Dradjad mengatakan, jika merujuk data historis, probabilitas ekonomi Indonesia untuk bisa tumbuh 8 persen per tahun ialah sebesar 8 persen. Untuk mendukung tercapainya cita-cita itu, perlu ada pertumbuhan dari stimulus Keynesian atau kebijakan stimulus dan belanja pemerintah untuk menjaga daya beli dan menggerakkan permintaan.

”Namun, lebih penting lagi ialah pemangkasan birokrasi dan deregulasi agar swasta berkembang. Ini krusial. Kalau kita mengandalkan pada negara, enggak bisa karena kemampuan pemerintah terbatas. Pemerintah harus sedikit hands off,” ujar Dradjad.

Dalam 10 tahun terakhir, kendati sudah diupayakan, problem rumitnya birokrasi masih mendera, yang bahkan dikeluhkan Presiden Joko Widodo sebelum jabatannya berakhir pada 20 Oktober 2024. Menurut Dradjad, berbagai upaya tersebut mesti dilengkapi dengan pembangunan dan penguatan sistem serta adanya pihak-pihak kredibel yang menerapkannya.

”Sistem itu, misalnya dengan digitalisasi. Lalu, pajak. Ketika semua sudah bayar system, ngapain juga ikut-ikut nyogok. Saya melihat Pak (Presiden) Prabowo akan masuk ke wilayah sana (penguatan sistem). Mudah-mudahan bisa segera diterapkan,” tutur Dradjad.

Secara konkret, Dradjad mengusulkan setiap kementerian/lembaga diberi key performance indicator (KPI) terkait dengan kemudahan berusaha (ease of doing business).

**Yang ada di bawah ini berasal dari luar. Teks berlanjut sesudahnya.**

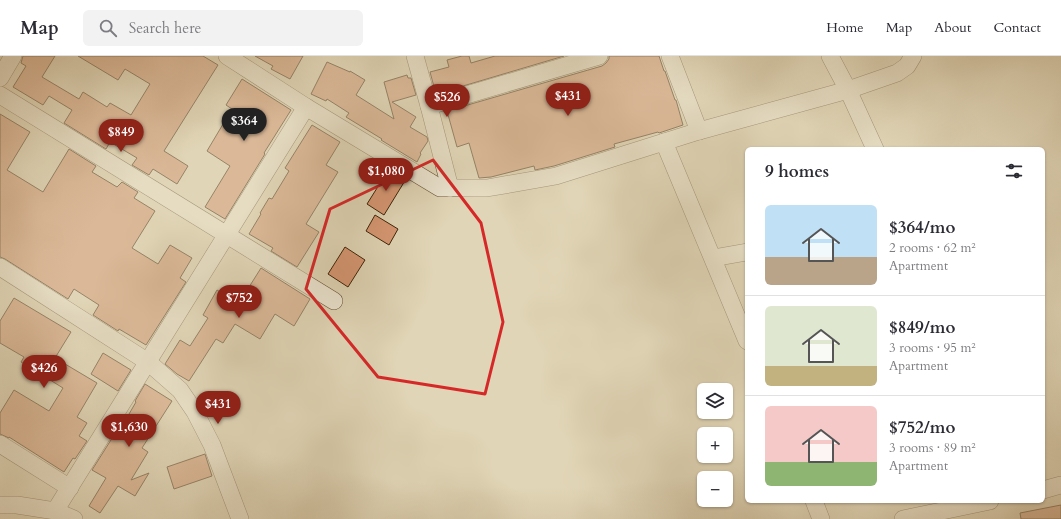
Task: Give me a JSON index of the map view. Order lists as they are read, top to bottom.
{
  "page": {
    "header": "Map",
    "search": "Search here",
    "nav": [
      "Home",
      "Map",
      "About",
      "Contact"
    ],
    "price": [
      "$431",
      "$526",
      "$364",
      "$849",
      "$1,080",
      "$752",
      "$426",
      "$431",
      "$1,630"
    ],
    "heading": "9 homes",
    "list": [
      {
        "name": "$364/mo",
        "note": "2 rooms · 62 m² · Apartment"
      },
      {
        "name": "$849/mo",
        "note": "3 rooms · 95 m² · Apartment"
      },
      {
        "name": "$752/mo",
        "note": "3 rooms · 89 m² · Apartment"
      }
    ],
    "map_buttons": ["+", "−"]
  }
}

Nantinya, para pelaku usaha yang mengajukan izin memberi penilaian secara anonim sehingga akan terlihat mana K/L yang menerapkan itu dengan baik dan mana yang belum.

Tidak kalah penting, imbuh Dradjad, juga KPI K/L terkait dengan riset. ”Sebab, bonus demografi akan menjadi beban jika kita enggak punya inovasi, sedangkan inovasi bisa berjalan kalau kita punya riset. Memang, perlu waktu panjang. Oleh karena itu, negara perlu menciptakan ekosistem riset yang diciptakan swasta,” tuturnya.

Di sisi lain, kendati masih ada harapan, mewujudkan pertumbuhan ekonomi 8 persen bukan perkara mudah. Dradjad mengatakan, dalam salah satu simulasi yang dilakukannya harus ada tahapan yang mesti dipenuhi, yakni pertumbuhan ekonomi 5,89 persen pada 2025; 6,45 persen pada 2026; 7,11 persen pada 2027; dan 7,90 persen pada 2028. Barulah 8,85 persen pada 2029.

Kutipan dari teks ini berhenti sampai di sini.